The PolarLava Weather Project

This entry serves two purposes.  1) To split an older weather related entry away from a more general site update message.  And 2) To document progress and or changes to my weather project as this thread seems to have grown over time.

-klp (3/17/2004)

10/17/2003
Previously I had been using Geo::Weather which pulls weather from the weather.com site.  I've been a frequent contributor to this project as I also used it to pull weather on an hourly basis for my CycleLog project.  It's a fairly constant battle with weather.com making changes and then having to fix the Geo::Weather code to properly parse their page.  Recently they added comments in their code that encourages you to use their free XML feed and not scrape their HTML.  This is good and I welcomed the idea of an XML feed until you read the the fine print.  Basically you have to provide a link back to them which isn't the end of the world, but they also reserve the right to shove advertising down to you that you must accept.  I don't accept and as such have decided it's time to move to free publicly available weather from NOAA.  Hell I'm paying for it (via my taxes), I might as well use it right?  So as such, I've written a Perl module I call "Geo::WeatherNOAA2".  Why the "2"?  There's already a Geo::WeatherNOAA, but it only grabs current text weather data from NOAA and that wasn't what I wanted.  My goal was to duplicate the functionality of Geo::Weather, but utilizing NOAA's freely and publicly available interface.  And although I know there's still some problems with it for certain locations and sometimes the forecast displays some quirky behavior, it's working for me.  When I have time I will work on some of these bugs and make it publicly available to all.  If you'd like to play with it now you can e-mail me at kevinp ~ AT ~ polarlava.com and you can join the fun!

  

12/11/2003
Okay, I just got the following email from weather.com.  As I suspected, they will be killing Geo::Weather's ability to scrape their site in the near future.  I guess the one thing I am very glad to see is that they are willing to cooperate in make it work with their new XML feed.  Mr. Pearson's tone is quite polite and seems accommodating considering the litigious society we now live in.  Now I feel somewhat bad about slamming weather.com about possibly trying to protect their intellectual property by blocking the scraping.  It would appear that it's a technical not IP based decision.  In any case, I wanted to do this on my terms and not have to deal with weather.com's EULA so I've again informed Mike Machado that I'm done with weather.com and have successfully moved forward with pulling weather from the NWS.  I wish him well in his pursuit of implementing Geo::Weather to access weather.com's XML feed.

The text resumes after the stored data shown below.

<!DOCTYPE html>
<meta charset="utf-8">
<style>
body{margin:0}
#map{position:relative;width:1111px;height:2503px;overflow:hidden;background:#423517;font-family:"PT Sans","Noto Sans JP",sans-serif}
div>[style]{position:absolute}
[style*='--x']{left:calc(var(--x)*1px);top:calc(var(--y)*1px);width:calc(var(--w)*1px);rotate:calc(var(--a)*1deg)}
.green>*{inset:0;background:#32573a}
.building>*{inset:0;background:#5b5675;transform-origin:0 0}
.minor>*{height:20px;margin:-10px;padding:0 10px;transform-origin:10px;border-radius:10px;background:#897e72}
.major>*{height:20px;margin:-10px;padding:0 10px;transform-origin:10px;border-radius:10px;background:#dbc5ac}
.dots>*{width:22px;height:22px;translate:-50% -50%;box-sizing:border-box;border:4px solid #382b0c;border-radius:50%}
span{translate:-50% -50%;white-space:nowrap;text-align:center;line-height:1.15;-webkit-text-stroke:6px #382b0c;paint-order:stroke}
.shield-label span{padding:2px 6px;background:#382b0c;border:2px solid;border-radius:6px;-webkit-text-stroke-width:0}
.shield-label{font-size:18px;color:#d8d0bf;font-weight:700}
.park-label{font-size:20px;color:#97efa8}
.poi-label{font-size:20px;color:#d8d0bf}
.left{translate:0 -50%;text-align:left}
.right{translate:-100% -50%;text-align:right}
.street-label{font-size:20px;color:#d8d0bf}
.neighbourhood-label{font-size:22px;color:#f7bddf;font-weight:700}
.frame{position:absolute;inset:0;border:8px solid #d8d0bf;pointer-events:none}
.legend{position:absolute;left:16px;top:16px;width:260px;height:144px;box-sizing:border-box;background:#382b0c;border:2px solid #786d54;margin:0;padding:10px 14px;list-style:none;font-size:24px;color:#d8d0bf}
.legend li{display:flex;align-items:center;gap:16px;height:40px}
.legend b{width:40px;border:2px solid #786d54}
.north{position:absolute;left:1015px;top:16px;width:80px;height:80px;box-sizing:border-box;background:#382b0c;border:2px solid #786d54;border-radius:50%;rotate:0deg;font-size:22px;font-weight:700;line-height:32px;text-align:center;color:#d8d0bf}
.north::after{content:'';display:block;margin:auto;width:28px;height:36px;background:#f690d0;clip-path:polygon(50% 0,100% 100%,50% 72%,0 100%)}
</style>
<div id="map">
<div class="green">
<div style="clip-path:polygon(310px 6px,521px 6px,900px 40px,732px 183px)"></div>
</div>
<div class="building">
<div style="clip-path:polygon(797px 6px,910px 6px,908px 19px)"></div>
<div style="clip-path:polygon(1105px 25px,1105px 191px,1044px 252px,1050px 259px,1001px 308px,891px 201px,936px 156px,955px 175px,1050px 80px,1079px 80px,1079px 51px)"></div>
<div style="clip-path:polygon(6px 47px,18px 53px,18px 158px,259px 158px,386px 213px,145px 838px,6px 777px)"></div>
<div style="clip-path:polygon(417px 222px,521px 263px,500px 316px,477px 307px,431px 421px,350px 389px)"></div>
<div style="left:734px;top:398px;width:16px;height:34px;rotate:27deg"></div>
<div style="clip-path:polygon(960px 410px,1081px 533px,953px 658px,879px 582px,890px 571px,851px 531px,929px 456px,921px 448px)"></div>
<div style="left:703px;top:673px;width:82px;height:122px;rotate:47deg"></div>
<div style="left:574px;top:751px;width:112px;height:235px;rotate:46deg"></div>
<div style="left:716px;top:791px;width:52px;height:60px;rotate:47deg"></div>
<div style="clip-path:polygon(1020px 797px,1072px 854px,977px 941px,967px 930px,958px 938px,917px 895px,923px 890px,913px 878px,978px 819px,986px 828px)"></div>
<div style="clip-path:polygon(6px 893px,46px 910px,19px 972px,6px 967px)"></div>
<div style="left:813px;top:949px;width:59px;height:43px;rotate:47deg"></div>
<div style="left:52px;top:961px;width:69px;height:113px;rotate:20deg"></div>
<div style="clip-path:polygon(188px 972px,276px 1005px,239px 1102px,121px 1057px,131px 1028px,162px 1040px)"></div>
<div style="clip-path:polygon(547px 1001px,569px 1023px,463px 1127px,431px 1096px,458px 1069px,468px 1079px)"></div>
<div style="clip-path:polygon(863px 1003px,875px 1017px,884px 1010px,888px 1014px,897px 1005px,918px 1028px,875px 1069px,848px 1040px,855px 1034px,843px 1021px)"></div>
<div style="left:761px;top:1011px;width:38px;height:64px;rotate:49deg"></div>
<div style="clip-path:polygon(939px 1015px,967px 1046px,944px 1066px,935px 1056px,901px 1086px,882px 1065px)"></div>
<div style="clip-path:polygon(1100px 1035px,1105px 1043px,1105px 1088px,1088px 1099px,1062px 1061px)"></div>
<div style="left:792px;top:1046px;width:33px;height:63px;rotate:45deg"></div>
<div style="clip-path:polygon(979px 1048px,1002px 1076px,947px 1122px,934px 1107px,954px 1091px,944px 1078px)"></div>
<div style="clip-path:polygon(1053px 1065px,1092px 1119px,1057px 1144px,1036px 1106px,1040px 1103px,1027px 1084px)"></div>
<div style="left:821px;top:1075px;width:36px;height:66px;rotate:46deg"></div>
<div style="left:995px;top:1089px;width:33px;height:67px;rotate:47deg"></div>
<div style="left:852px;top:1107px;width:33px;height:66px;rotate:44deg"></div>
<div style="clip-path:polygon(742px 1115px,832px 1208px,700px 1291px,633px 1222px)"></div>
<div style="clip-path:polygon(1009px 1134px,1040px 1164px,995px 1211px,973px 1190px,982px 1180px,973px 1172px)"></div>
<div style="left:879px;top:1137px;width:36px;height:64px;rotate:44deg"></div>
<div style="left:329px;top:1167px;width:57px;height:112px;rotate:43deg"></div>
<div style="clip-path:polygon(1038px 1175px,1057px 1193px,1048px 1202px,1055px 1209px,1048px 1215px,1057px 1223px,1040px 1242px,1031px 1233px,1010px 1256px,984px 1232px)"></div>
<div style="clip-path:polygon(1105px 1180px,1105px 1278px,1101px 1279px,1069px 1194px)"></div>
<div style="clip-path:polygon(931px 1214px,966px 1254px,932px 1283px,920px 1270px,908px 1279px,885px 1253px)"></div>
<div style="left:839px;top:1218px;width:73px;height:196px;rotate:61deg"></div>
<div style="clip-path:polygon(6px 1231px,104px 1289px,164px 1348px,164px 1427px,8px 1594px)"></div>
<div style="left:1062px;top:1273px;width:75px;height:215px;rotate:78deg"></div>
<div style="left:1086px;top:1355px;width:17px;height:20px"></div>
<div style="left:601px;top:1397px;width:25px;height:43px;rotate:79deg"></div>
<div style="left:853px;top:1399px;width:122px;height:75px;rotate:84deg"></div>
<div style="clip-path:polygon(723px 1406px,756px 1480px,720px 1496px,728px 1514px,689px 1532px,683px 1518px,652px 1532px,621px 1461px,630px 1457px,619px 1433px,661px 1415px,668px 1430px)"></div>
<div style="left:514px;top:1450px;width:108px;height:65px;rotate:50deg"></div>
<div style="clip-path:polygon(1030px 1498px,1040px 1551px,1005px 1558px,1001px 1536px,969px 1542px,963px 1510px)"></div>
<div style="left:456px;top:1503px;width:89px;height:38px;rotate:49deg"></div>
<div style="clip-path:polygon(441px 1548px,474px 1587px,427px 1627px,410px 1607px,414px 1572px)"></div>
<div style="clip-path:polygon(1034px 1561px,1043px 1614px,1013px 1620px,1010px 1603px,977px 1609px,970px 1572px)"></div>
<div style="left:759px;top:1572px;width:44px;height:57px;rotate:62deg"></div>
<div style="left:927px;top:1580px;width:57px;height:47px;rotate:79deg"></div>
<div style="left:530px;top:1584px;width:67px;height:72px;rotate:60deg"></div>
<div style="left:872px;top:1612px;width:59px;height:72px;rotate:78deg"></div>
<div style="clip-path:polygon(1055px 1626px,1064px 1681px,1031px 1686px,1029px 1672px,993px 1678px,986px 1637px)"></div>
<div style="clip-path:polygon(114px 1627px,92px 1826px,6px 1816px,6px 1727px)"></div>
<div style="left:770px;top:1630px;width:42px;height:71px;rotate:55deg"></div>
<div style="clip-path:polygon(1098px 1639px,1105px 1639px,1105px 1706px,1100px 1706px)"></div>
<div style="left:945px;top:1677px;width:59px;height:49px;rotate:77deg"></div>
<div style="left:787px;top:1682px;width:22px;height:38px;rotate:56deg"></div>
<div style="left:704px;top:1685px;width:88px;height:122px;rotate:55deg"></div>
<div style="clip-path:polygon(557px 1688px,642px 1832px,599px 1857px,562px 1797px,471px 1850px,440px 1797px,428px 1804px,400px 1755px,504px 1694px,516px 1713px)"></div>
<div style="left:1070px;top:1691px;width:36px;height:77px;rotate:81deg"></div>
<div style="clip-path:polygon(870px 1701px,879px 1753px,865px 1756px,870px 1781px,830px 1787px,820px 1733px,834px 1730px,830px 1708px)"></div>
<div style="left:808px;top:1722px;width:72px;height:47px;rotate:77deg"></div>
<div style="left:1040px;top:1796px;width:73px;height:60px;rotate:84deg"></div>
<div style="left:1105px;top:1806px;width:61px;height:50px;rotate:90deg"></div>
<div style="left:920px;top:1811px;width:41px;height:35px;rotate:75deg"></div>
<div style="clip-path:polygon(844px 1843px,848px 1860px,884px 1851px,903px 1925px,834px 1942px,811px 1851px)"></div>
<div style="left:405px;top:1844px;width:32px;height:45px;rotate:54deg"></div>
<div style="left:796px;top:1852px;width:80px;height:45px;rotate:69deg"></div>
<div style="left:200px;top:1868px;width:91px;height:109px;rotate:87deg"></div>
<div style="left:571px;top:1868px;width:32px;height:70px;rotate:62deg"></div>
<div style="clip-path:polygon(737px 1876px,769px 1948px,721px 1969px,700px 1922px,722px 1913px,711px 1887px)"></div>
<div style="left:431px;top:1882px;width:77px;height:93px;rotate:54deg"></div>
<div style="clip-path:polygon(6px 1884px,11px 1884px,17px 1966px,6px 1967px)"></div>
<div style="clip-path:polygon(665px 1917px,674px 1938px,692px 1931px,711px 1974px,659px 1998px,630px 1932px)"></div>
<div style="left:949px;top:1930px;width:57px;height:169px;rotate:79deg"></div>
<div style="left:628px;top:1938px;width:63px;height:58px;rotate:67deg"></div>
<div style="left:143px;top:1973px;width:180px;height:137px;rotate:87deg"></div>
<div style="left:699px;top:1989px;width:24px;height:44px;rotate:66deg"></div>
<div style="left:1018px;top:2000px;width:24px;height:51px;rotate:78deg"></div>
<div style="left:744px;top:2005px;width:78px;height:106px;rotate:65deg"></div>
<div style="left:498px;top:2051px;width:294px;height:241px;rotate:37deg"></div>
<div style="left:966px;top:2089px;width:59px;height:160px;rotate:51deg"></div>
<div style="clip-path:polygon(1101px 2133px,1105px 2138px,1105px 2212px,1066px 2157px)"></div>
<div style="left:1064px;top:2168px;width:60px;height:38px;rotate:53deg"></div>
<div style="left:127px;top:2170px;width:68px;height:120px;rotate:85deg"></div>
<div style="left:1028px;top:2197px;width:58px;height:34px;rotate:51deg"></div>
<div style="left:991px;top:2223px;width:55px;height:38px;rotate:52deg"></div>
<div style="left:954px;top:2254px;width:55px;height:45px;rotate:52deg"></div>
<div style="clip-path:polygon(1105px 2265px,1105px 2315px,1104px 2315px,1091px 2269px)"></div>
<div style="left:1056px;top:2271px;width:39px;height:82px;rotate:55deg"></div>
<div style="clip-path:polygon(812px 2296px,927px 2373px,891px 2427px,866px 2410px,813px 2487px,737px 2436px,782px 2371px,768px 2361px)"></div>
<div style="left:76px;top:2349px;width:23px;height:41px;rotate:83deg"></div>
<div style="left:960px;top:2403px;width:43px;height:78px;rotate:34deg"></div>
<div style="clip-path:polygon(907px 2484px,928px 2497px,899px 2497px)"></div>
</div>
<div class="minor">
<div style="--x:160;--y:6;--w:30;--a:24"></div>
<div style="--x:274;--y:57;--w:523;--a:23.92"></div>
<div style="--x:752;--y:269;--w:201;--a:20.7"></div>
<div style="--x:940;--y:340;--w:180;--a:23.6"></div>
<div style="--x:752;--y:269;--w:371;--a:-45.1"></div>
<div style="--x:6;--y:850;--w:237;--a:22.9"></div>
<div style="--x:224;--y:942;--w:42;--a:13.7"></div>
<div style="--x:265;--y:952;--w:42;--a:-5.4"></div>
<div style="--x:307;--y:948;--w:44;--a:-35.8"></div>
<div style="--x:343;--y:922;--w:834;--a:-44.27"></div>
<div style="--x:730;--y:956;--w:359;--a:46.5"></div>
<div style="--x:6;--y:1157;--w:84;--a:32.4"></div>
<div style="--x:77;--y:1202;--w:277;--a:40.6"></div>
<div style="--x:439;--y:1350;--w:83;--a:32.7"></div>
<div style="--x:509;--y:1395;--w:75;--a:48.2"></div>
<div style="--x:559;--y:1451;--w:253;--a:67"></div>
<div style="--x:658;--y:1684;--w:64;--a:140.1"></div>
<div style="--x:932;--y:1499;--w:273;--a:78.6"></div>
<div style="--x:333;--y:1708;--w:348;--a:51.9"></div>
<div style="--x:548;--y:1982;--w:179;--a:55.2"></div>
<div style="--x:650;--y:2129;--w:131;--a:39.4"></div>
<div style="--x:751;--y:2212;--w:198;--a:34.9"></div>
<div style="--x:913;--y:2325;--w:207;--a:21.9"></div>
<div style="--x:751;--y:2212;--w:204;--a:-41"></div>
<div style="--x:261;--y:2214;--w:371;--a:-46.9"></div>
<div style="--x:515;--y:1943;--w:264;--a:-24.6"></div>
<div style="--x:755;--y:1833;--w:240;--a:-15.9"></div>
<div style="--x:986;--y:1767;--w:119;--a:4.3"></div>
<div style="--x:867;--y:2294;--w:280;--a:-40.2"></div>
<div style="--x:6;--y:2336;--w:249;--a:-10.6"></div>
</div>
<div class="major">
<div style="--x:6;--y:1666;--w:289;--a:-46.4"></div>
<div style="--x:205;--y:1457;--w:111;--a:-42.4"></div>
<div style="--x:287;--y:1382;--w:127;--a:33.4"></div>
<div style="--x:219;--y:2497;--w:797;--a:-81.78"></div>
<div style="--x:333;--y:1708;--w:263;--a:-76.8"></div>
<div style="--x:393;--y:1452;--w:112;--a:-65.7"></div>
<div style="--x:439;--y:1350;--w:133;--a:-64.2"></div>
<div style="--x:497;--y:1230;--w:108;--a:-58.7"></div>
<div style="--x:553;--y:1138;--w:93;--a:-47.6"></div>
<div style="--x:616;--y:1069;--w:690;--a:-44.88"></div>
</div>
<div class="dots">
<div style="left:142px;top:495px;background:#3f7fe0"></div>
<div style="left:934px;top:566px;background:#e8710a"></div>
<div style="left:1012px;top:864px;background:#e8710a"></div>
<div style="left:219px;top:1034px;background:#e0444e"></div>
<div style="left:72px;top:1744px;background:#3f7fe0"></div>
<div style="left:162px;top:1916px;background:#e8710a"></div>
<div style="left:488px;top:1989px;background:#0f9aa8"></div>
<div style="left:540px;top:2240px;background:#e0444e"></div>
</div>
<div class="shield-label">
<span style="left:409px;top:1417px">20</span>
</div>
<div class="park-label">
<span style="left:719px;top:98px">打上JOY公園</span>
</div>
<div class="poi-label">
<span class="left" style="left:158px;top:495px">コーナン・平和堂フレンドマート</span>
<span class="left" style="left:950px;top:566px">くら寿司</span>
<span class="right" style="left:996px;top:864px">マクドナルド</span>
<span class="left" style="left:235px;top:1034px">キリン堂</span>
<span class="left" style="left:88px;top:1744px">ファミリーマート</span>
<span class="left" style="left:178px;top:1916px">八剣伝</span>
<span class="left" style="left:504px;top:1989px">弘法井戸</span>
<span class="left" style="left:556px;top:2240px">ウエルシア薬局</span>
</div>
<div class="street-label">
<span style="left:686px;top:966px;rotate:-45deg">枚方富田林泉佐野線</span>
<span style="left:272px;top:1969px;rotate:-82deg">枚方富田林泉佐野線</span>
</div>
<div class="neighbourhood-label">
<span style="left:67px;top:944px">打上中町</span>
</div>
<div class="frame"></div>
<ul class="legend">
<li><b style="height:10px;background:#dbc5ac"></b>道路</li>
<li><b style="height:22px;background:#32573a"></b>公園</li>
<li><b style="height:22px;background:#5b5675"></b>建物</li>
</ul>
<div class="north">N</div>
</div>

Date: 12/11/2003 14:18:38 -0500
From: "Joe Pearson"
To: mike ~ AT ~ innercite.com, mike ~ AT ~ cheapnet.net
CC: kevinp ~ AT ~ polarlava.com
Subject: re: Geo::Weather, better data source

Mr. Machado and Mr. Papendick,

Thanks for the effort you've put into creating and maintaining the Geo::Weather Perl module.  As a Perl Hacker myself, I appreciate the work of programmers who create the modules that make Perl so easy to use.

I've noticed that your code currently requests information for search results and data from our groups of machines that serve Web pages optimized for human consumption (www.weather.com and www.w3.weather.com).  In the very near future, those pages will be modified to request data from our XML servers, and the presentation and the data will be assembled within the browser.  At that point, you will no longer be able to scrape the pages on those servers to get weather data and search results.

In order to ensure that your module continues to function, and to prevent your module from ceasing to deliver meaningful data whenever I change an image path or HTML markup, please consider switching Geo::Weather to using our XML OAP product as your data source.  You can sign up for it at http://www.weather.com/services/xmloap.html .  While I understand that the process may be a little cumbersome, it will improve the reliability of your product by giving you a fixed, relatively permanent source of weather data. After signing up, you should receive an automated email message giving you the URL of our API and DTD in PDF format.

If you require assistance in implementing our XML data feed, I'd be happy to answer any questions.

Regards,
Joe Pearson
jpearson ~ AT ~ weather.com
770-226-2635

The one who says it cannot be done should never interrupt the one who is doing it. - The Roman Rule

3/17/2004
Just some things you should know if you are interested enough in what I'm doing here that you're still reading this message!

First off, the module name is no longer "Geo::WeatherNOAA2", but rather "Geo::WeatherNOAA_NWS".  Why?  I don't recall at this point exactly why I changed it, but I never really liked the "NOAA2" moniker.

I recently had an inquiry about this stuff from Rajarajan Rajamani (rrajarajan ~ AT ~ lucent.com) so I thought I would record some of the excerpts what I told him in case someone else might also be interested in using this module.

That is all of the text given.